First off, Titanfall is, in my opinion, is a good looking game but it’s running in 720p and it’s hardly groundbreaking or jaw-dropping – there are more visually impressive Xbox One and PlayStation 4 launch titles – and it should also be noted that when doling out preview material of upcoming titles, developers have a tendency to touch up these screenshots – the equivalent of making Lady Gaga look less… male… in magazines and such – in an effort to drum up more interest by making the game seem graphically superior compared to how the finished product usually ships. Rarely will screenshots published months prior to a game’s commercial release be indicative of its true graphical quality.

Sure, Titanfall looks nice now, but then you’ll move in together and she’ll snore and use all your shaving gel on her legs.

Secondly, what’s the point in making use of cloud computing in order to insert things such as NPC’s and big plot-driven set-pieces into an online only multiplayer title – especially if it drastically lowers the max player count – when the vast majority of the people playing Titanfall won’t even appreciate their presence? Vince Zampella himself has even stated that the reason Titanfall lacks a true single player campaign is that hardly anyone ever actually played – let alone completed – the campaigns in their Call of Duty titles, saying:

We make these single-player missions that take up all the focus of the studio, that take a huge team six months to make, and players run through it in 8 minutes. And how many people finish the single-player game? It’s a small percentage. It’s like, everyone plays through the first level, but 5 percent of people finish the game. Really, you split the team. They’re two different games. They’re balanced differently, they’re scoped differently. But people spend hundreds of hours in the multiplayer experience versus ‘as little time as possible rushing to the end’ [in single-player]. So why do all the resources go there? To us it made sense to put it here. Now everybody sees all those resources, and multiplayer is better. For us it made sense.

Admit it: this is the only menu screen you’ve ever seen in Call of Duty: Ghosts.

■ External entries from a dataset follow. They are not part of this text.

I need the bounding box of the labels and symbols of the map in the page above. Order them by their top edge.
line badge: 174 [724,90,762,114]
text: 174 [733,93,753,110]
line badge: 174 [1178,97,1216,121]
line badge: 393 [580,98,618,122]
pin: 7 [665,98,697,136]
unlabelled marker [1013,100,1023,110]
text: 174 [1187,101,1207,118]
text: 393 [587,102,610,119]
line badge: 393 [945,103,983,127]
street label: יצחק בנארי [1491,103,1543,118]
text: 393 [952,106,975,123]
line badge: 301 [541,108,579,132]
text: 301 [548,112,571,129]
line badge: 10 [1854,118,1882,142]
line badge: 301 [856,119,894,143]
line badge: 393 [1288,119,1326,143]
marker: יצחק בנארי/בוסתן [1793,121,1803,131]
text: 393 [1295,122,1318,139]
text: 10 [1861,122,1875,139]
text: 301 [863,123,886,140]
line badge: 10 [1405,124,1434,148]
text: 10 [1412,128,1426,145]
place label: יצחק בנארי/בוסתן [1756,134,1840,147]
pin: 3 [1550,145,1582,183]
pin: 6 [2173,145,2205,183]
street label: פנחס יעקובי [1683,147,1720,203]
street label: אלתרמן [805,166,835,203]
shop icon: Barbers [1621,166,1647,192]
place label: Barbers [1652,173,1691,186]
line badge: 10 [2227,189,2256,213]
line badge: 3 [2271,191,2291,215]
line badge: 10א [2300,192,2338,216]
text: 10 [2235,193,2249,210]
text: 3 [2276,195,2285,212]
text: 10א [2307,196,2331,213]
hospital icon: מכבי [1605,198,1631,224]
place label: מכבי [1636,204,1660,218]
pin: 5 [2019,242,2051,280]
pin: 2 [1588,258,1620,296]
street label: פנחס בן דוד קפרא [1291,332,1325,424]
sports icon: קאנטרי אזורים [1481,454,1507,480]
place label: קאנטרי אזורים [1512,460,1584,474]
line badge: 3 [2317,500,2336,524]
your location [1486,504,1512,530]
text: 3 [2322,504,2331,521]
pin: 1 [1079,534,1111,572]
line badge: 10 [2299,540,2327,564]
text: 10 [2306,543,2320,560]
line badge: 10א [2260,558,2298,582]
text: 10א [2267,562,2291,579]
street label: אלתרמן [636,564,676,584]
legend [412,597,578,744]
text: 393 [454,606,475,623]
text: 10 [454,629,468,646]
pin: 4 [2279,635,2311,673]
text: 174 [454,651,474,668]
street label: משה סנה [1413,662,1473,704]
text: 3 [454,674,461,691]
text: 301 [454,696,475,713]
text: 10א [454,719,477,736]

So why neither Respawn, EA or Microsoft foresaw the backlash they’ve been bombarded with via Internet forums and the like is a mystery to me. Traditionally, people on the Internet will vocally and profusely air their concerns, opinions and vocabulary of profanities whether it’s appropriate or not. Granted, Titanfall is still nearly two months away from release and thus the potential for the game to astound us all with some unannounced miracles or technological epiphanies is definitely there. However, as it stands right now, Titanfall’s controversially low player count does make one wonder why its utilisation of cloud technology was even made publicly aware or touted in the manner that it was in the first place.